Level 2 (12 Credits)
Answers (7)
  • I would call her and tell her you know its a touchy situation but you would really like to leave the door open for her to have a relationship with her grandchild. She will probably really appreciate it. then tell her you are going to mail her an invitation and hope to see her there.
    ria7

    Answer by ria7 at 12:54 PM on Mar. 4, 2009

  • Wow that's a tough one,, sometimes it's hard enough to even have a relationship with the baby's grandma when your married to her son and you are testifying against him. Every mother stands by their children no matter what however she will also want to be a part of her grandchild's life in any way she can. I would suggest sending her a pic of the ultrasound and maybe asking her to come along baby shopping with you one day so she can get excited with you.
    happyplus3

    Answer by happyplus3 at 12:54 PM on Mar. 4, 2009

  • I would invite her to the party,and then,tell her no matter what goes on between you,and her son,she is still your sons grandmother,and you want her to be in his life,invite her to a Dr.appt.or mae sure you keep her updated,I'm sure she will love an ultrasound pic.Good Luck to you all ,and God Bless
    Val504

    Answer by Val504 at 12:54 PM on Mar. 4, 2009

  • maybe if you dont want to call her (cuz i know that would probably be pretty akward) what if you put a letter in the invitation? sometimes its easier to get your thoughts across that way, and then if there are any hard feelings at least you wont have to deal with them and she will have heard how you feel. good luck =)
    disheveled

    Answer by disheveled at 12:56 PM on Mar. 4, 2009

  • i would call her and tell her why you want to get to know her.
    vbongard

    Answer by vbongard at 1:01 PM on Mar. 4, 2009

  • I agree with the first answer. You're going to have to make the first move. Tell her you know the position she is in, and you can appreciate how she is feeling, but you never want to keep her from her grandson, and you'd like her to be a part of his life. Let her take it from there.
    LiviGracesmom

    Answer by LiviGracesmom at 1:41 PM on Mar. 4, 2009

  • I'd let her know that even though the things between her son and you aren't the best, you would still like for her to be a part of the life that you two made together.
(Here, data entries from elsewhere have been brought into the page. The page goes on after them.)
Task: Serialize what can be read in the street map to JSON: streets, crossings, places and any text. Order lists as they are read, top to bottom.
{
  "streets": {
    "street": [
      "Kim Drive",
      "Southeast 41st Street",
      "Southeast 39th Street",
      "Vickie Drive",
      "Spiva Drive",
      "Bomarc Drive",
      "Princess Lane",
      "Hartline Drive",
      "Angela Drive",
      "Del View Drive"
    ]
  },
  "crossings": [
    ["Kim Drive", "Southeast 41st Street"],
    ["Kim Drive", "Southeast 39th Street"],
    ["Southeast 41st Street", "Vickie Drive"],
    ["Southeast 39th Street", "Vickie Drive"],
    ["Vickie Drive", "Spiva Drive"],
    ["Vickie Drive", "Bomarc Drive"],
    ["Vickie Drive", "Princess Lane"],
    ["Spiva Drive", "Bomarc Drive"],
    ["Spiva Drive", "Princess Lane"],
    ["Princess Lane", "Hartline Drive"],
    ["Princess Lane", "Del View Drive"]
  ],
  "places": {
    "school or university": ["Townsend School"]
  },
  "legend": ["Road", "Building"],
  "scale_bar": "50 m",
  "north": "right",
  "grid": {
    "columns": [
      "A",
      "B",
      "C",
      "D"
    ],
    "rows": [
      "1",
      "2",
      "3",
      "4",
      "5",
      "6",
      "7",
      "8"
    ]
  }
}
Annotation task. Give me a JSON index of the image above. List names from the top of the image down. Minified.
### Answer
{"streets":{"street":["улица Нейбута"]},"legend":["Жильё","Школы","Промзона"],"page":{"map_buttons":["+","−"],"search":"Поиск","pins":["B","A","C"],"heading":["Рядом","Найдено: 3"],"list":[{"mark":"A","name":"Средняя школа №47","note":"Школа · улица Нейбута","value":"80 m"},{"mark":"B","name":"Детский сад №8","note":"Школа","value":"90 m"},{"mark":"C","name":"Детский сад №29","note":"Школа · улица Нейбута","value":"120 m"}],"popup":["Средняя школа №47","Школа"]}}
I'd let her know that you aren't pushing her into something if she doesn't want to be involved, but that you wanted to make sure that she was aware that you are going to give her the chance. If she says that she wants to be part of the babies life, then just ask her if she wants to meet up for a lunch date or something before he is born. Then talk to her about the baby and other subjects other then the father. Treat her as if she is a new friend, and not the fathers mother... If she decides that she doesn't want to be part of the babies life, then tell her that you were just letting her know that the choice was hers, and that you hope that she reconsiders and to get in touch with you if she does! I wish you luck!!!!!